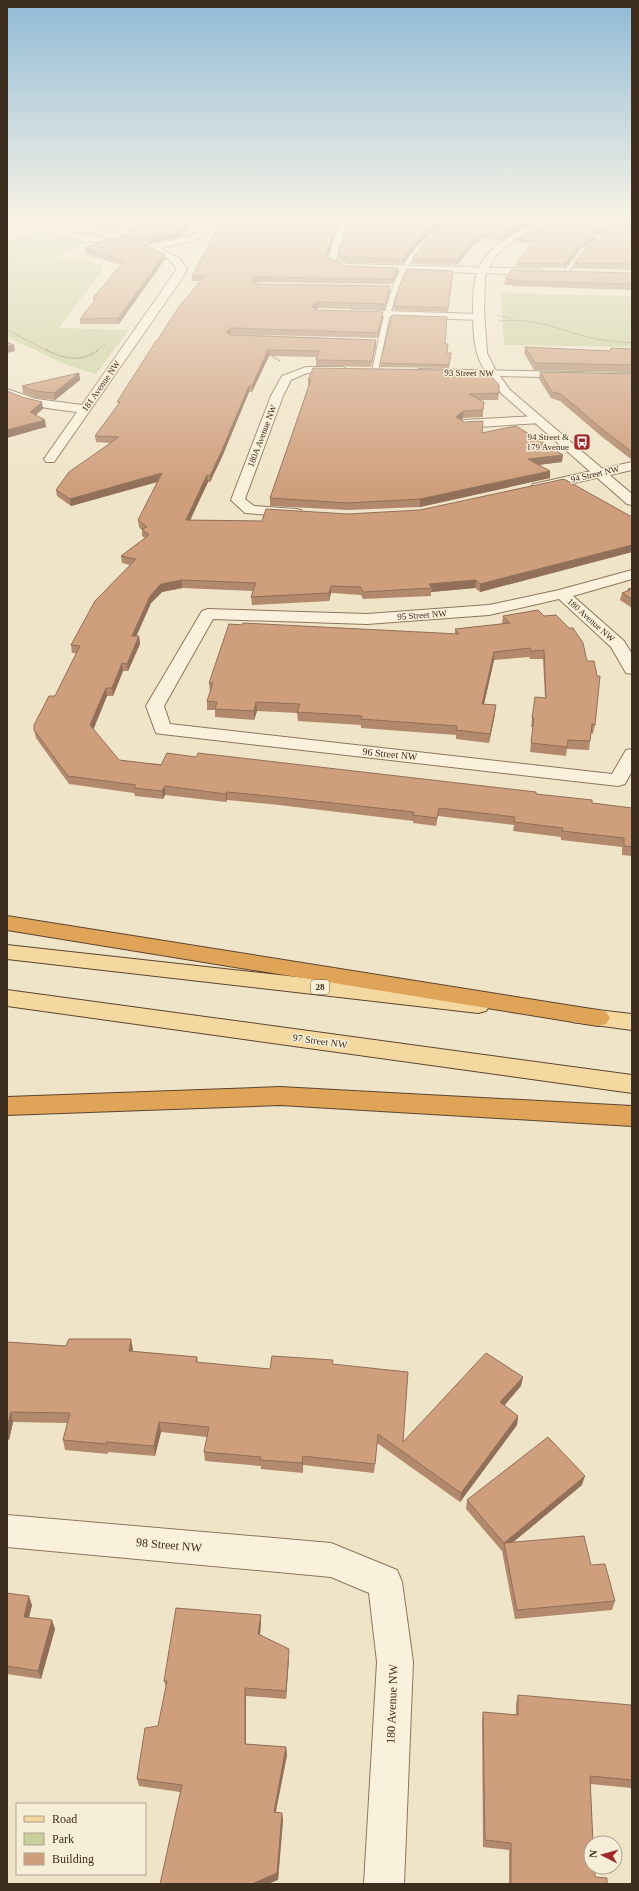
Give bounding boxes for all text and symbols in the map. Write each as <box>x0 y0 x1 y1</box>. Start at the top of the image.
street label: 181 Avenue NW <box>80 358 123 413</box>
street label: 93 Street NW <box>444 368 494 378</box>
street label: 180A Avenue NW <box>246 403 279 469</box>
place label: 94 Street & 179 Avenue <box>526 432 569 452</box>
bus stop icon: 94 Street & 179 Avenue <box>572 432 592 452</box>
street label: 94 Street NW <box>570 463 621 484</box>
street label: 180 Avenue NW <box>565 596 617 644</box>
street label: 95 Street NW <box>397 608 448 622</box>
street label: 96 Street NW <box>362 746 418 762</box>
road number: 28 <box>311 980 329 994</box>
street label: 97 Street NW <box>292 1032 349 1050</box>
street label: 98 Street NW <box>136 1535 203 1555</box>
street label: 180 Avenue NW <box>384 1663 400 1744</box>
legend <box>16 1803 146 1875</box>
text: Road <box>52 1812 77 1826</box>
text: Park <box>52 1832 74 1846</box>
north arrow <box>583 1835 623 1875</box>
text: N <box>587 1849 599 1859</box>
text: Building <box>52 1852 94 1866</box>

=== Activity ===
Retype the listing exactly. Leave the pictures out.

=== Answer to the exercise ===
Give bounding boxes for all text and symbols in the map. Write each as <box>x0 y0 x1 y1</box>. Start at the top of the image.
street label: 181 Avenue NW <box>80 358 123 413</box>
street label: 93 Street NW <box>444 368 494 378</box>
street label: 180A Avenue NW <box>246 403 279 469</box>
place label: 94 Street & 179 Avenue <box>526 432 569 452</box>
bus stop icon: 94 Street & 179 Avenue <box>572 432 592 452</box>
street label: 94 Street NW <box>570 463 621 484</box>
street label: 180 Avenue NW <box>565 596 617 644</box>
street label: 95 Street NW <box>397 608 448 622</box>
street label: 96 Street NW <box>362 746 418 762</box>
road number: 28 <box>311 980 329 994</box>
street label: 97 Street NW <box>292 1032 349 1050</box>
street label: 98 Street NW <box>136 1535 203 1555</box>
street label: 180 Avenue NW <box>384 1663 400 1744</box>
legend <box>16 1803 146 1875</box>
text: Road <box>52 1812 77 1826</box>
text: Park <box>52 1832 74 1846</box>
north arrow <box>583 1835 623 1875</box>
text: N <box>587 1849 599 1859</box>
text: Building <box>52 1852 94 1866</box>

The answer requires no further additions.